> Your assignment: Set down exactly the lines of the records from the top to the line containing "function write(font, color, halo, rows, align"; include both.

> Stored data entries:
========
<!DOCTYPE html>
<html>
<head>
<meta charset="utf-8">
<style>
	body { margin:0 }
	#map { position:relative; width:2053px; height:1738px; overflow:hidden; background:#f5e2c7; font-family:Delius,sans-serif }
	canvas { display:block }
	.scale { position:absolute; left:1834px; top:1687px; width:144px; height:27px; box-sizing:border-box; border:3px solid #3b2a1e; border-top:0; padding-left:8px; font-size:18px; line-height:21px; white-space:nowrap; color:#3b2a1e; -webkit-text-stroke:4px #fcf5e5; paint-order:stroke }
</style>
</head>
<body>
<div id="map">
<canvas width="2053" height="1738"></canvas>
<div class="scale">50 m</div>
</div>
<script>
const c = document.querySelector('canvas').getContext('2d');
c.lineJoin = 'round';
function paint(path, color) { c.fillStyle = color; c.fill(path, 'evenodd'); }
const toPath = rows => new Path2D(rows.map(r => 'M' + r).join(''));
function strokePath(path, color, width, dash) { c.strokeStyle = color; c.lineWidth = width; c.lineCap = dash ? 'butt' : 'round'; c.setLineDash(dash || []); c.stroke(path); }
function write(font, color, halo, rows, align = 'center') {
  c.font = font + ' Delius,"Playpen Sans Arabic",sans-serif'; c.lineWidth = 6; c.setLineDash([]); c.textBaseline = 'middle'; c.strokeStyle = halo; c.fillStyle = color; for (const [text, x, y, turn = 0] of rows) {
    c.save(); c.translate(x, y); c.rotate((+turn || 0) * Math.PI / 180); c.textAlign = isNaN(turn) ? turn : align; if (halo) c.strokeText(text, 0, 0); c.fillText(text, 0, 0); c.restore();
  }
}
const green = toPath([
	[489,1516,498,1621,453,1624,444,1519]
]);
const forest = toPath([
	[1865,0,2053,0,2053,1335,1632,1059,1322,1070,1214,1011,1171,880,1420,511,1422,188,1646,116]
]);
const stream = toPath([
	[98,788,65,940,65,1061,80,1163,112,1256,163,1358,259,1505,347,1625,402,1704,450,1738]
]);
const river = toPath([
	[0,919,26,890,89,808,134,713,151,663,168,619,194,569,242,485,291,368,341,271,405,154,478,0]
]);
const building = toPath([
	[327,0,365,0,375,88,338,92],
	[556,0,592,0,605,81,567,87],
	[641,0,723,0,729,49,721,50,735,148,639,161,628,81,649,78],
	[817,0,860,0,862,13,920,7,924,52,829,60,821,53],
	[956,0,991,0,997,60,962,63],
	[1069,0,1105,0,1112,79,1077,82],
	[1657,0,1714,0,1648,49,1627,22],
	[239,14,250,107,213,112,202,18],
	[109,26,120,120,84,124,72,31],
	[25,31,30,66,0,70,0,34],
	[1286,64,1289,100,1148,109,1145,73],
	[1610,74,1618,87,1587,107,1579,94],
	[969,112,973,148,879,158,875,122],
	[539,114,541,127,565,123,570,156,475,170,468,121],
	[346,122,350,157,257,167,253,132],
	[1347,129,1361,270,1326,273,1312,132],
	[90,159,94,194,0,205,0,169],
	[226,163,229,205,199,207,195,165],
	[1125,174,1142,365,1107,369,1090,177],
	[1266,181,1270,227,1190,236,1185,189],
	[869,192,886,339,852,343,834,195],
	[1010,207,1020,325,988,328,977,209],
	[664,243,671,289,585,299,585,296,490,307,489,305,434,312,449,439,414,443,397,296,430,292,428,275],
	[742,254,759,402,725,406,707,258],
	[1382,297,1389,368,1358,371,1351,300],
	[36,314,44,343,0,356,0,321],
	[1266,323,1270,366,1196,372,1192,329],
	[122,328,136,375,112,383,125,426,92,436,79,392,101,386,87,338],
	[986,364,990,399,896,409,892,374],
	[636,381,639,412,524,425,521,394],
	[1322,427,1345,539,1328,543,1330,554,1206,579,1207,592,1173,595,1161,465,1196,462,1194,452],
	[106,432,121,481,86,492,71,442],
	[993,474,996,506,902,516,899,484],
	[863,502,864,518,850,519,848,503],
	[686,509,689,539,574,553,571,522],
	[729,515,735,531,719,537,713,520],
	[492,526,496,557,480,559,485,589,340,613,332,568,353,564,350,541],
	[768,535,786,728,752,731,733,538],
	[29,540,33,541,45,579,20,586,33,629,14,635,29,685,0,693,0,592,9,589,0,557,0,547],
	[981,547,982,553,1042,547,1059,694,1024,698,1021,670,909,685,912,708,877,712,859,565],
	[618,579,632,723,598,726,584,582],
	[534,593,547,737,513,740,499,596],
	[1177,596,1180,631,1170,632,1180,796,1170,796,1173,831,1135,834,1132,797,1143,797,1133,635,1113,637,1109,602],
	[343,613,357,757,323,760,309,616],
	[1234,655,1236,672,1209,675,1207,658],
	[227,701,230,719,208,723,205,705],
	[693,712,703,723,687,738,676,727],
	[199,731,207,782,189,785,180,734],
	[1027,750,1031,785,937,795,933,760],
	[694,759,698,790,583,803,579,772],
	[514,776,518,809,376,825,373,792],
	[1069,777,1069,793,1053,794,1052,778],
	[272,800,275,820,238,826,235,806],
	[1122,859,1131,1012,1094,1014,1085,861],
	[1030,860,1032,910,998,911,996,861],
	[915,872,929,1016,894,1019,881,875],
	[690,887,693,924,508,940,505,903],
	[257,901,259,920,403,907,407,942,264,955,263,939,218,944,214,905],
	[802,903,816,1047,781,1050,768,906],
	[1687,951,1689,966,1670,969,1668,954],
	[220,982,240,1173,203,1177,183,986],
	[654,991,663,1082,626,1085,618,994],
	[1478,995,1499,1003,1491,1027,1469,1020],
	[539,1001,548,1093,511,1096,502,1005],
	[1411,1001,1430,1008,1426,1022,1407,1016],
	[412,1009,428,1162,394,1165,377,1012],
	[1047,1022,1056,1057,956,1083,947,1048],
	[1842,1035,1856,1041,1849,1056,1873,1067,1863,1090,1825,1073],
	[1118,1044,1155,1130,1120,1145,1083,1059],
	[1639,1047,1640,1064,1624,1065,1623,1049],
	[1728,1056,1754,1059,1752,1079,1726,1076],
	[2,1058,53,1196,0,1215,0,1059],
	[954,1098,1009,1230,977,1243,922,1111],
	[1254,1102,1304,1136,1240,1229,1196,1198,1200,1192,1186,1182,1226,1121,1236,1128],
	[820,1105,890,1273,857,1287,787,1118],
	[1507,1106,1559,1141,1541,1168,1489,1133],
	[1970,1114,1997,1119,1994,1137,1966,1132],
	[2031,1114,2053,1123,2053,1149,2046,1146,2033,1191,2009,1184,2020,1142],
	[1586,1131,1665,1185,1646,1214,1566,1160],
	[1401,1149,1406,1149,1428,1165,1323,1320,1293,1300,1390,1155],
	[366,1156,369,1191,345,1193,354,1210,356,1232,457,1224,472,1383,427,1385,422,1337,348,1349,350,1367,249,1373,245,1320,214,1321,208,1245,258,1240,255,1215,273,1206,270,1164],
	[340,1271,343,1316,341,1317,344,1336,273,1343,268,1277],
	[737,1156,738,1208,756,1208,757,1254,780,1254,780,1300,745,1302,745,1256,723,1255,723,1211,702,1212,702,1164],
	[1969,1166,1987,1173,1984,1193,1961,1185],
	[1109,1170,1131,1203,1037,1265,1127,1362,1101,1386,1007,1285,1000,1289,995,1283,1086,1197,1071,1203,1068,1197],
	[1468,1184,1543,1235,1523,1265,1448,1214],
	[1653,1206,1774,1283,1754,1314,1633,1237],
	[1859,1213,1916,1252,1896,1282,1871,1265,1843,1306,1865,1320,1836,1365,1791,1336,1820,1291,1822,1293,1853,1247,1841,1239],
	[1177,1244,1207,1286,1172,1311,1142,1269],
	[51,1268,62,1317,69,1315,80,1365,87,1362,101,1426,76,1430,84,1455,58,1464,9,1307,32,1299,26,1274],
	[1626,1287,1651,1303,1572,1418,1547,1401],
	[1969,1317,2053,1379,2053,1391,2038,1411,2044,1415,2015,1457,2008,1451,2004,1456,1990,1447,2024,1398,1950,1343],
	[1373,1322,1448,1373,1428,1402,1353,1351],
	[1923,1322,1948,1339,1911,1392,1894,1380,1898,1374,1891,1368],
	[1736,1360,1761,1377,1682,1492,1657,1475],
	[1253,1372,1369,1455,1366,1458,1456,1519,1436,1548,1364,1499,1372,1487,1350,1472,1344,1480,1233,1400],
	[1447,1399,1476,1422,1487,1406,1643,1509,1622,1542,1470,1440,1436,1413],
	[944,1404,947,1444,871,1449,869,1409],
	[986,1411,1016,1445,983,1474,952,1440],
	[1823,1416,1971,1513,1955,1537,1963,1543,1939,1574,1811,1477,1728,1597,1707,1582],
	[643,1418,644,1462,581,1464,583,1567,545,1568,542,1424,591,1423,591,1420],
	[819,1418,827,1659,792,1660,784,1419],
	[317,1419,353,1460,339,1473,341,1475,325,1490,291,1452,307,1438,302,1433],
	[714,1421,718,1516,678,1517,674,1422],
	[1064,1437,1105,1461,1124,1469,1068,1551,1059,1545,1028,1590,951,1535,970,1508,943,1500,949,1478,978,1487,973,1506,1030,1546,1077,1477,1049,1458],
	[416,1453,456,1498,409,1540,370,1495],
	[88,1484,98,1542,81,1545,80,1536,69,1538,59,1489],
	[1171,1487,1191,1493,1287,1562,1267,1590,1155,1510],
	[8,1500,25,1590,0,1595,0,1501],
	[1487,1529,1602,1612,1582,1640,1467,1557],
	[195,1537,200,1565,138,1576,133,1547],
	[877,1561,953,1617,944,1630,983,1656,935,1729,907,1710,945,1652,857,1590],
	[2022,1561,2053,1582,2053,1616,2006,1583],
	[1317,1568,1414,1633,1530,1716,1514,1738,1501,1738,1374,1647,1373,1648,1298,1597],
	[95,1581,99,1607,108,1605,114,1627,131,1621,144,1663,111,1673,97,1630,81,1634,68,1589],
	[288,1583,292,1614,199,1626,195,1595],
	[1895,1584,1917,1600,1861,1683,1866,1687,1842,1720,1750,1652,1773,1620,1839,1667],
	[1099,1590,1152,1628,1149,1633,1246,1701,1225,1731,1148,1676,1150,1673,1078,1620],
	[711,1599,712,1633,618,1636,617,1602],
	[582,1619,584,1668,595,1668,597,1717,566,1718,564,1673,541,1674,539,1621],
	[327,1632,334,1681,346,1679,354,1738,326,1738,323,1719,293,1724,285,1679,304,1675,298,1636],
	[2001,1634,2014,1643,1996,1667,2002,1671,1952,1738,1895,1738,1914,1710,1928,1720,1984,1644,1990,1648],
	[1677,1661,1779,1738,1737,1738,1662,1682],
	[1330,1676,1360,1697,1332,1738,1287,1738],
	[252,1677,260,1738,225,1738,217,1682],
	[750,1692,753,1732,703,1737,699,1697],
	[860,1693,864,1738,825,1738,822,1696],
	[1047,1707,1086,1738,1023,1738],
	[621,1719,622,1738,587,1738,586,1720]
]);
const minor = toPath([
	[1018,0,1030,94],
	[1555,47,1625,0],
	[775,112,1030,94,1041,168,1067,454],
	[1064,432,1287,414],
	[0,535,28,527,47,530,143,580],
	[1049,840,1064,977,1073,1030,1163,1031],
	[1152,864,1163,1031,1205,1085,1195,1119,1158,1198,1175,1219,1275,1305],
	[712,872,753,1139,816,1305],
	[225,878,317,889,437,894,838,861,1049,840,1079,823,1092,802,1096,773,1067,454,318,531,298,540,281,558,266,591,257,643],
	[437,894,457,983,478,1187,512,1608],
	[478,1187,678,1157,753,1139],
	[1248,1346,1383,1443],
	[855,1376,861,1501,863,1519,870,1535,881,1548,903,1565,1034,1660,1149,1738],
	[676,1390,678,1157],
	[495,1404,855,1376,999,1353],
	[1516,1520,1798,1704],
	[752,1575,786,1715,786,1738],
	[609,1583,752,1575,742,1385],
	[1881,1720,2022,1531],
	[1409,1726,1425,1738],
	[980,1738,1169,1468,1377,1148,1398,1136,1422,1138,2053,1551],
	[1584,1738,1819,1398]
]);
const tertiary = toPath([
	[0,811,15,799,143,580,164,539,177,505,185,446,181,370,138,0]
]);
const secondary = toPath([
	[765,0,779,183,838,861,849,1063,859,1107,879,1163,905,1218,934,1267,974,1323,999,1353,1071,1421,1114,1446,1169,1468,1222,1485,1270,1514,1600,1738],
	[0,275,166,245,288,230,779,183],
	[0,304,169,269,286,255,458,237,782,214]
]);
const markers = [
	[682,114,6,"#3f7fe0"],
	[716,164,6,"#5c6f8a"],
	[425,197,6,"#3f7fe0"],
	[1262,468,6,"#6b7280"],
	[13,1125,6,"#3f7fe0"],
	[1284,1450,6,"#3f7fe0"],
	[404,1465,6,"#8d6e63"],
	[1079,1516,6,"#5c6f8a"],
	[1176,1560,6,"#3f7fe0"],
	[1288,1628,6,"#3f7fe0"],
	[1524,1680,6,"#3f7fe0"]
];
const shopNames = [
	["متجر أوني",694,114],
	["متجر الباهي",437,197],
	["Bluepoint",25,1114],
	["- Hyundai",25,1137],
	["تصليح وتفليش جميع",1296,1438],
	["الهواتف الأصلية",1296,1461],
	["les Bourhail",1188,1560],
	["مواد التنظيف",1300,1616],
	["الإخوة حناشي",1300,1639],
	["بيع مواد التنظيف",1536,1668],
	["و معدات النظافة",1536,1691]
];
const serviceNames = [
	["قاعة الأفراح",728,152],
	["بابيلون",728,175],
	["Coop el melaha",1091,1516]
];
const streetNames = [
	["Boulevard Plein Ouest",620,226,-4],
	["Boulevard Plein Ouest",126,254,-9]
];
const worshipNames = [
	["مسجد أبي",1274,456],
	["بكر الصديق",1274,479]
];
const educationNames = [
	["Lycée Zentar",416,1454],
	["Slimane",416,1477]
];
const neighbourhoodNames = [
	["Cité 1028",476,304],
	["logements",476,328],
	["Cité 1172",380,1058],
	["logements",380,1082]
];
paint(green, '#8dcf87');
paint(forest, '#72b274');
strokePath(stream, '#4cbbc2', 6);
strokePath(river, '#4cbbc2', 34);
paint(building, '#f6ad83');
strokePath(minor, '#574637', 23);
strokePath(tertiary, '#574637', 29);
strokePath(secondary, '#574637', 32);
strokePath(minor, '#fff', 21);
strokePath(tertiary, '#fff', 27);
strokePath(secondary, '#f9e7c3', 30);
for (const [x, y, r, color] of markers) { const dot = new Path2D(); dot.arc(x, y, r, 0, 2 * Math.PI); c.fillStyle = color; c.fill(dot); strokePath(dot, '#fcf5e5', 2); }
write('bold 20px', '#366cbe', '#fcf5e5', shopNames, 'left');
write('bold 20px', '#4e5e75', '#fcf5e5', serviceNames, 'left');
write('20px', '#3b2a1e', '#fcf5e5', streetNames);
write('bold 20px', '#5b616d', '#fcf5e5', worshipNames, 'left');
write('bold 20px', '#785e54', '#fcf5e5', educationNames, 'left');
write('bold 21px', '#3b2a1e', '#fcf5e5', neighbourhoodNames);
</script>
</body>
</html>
========
> Task response:
<!DOCTYPE html>
<html>
<head>
<meta charset="utf-8">
<style>
	body { margin:0 }
	#map { position:relative; width:2053px; height:1738px; overflow:hidden; background:#f5e2c7; font-family:Delius,sans-serif }
	canvas { display:block }
	.scale { position:absolute; left:1834px; top:1687px; width:144px; height:27px; box-sizing:border-box; border:3px solid #3b2a1e; border-top:0; padding-left:8px; font-size:18px; line-height:21px; white-space:nowrap; color:#3b2a1e; -webkit-text-stroke:4px #fcf5e5; paint-order:stroke }
</style>
</head>
<body>
<div id="map">
<canvas width="2053" height="1738"></canvas>
<div class="scale">50 m</div>
</div>
<script>
const c = document.querySelector('canvas').getContext('2d');
c.lineJoin = 'round';
function paint(path, color) { c.fillStyle = color; c.fill(path, 'evenodd'); }
const toPath = rows => new Path2D(rows.map(r => 'M' + r).join(''));
function strokePath(path, color, width, dash) { c.strokeStyle = color; c.lineWidth = width; c.lineCap = dash ? 'butt' : 'round'; c.setLineDash(dash || []); c.stroke(path); }
function write(font, color, halo, rows, align = 'center') {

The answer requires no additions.